(Saved data entries)
BEGIN
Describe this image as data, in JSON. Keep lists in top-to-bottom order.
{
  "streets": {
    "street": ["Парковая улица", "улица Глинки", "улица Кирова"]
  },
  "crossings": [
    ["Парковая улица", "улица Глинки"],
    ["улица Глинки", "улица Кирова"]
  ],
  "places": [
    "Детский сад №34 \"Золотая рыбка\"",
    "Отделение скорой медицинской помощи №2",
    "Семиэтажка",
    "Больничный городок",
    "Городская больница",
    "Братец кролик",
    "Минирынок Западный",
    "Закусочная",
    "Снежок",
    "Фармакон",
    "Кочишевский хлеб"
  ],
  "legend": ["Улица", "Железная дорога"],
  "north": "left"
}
END
BEGIN
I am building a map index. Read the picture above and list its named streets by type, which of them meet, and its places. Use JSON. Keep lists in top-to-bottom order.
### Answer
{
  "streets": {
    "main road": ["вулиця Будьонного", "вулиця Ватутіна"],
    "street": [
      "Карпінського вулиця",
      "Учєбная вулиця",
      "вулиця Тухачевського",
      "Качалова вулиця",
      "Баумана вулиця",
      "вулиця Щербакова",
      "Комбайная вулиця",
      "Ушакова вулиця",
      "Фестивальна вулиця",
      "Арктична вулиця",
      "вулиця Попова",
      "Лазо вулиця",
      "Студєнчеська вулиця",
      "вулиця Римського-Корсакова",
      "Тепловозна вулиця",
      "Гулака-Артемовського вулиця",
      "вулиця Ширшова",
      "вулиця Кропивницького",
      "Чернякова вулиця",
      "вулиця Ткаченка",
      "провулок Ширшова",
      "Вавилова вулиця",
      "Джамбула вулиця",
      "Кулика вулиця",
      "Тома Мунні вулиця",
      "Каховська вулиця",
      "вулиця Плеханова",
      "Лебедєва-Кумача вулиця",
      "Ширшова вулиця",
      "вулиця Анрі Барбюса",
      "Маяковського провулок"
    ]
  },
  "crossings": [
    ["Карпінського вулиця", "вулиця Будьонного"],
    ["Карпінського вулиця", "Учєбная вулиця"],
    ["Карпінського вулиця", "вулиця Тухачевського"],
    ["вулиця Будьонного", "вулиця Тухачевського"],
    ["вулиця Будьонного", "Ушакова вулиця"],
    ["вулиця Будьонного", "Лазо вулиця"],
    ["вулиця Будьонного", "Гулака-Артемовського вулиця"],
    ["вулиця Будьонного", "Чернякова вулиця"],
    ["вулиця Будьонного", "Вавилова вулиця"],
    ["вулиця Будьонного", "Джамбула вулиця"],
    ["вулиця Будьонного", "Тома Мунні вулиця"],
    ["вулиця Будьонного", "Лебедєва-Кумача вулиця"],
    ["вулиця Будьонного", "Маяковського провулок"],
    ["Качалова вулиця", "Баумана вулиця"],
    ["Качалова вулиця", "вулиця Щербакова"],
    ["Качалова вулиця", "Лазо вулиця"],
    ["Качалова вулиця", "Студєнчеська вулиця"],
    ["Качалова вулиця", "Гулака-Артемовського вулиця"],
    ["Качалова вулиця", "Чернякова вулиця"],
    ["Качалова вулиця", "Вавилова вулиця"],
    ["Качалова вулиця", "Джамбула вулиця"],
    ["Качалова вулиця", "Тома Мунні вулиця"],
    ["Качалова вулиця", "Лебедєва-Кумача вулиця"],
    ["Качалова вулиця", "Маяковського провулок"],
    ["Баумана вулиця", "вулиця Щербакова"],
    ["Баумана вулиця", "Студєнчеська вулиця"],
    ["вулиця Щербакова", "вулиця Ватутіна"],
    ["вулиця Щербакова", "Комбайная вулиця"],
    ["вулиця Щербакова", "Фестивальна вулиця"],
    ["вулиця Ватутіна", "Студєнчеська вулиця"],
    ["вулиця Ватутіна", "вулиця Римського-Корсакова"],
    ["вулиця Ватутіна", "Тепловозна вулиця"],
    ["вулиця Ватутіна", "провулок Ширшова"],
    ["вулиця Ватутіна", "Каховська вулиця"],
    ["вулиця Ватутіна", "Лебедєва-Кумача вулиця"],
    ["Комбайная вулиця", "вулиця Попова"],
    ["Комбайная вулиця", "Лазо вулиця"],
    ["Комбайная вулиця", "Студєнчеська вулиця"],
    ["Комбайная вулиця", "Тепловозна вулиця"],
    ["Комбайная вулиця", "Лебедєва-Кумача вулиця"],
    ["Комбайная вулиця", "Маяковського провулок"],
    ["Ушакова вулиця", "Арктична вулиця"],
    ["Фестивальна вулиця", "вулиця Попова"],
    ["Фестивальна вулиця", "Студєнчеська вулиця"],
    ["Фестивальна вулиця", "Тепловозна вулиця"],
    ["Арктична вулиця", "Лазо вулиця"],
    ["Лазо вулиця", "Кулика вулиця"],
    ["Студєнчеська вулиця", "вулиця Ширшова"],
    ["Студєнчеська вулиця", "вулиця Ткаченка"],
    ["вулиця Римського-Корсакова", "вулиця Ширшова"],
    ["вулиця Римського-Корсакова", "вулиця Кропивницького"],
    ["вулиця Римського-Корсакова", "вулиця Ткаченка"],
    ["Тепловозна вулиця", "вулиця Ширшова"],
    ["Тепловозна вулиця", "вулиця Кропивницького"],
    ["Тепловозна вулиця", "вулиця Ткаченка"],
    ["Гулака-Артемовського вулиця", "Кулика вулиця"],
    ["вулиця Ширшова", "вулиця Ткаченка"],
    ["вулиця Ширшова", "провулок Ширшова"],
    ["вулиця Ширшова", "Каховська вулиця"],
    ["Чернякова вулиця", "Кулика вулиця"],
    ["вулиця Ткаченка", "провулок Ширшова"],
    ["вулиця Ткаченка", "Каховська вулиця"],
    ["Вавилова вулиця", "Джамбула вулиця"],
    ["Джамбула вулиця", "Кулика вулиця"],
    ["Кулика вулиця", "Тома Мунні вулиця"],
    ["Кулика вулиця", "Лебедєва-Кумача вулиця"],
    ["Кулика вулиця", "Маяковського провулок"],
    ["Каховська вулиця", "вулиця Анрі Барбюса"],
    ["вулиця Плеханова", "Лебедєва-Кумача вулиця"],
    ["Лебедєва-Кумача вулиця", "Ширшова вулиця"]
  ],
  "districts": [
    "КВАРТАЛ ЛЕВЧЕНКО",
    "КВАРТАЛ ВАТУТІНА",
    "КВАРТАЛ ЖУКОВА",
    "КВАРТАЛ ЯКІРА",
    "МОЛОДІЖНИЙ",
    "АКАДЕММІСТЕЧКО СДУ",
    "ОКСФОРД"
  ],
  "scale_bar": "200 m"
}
END
#### Your task:
If a line in the entries above has the word "Тепловозна", copy it.

#### Answer to this task:
      "Тепловозна вулиця",
    ["вулиця Ватутіна", "Тепловозна вулиця"],
    ["Комбайная вулиця", "Тепловозна вулиця"],
    ["Фестивальна вулиця", "Тепловозна вулиця"],
    ["Тепловозна вулиця", "вулиця Ширшова"],
    ["Тепловозна вулиця", "вулиця Кропивницького"],
    ["Тепловозна вулиця", "вулиця Ткаченка"],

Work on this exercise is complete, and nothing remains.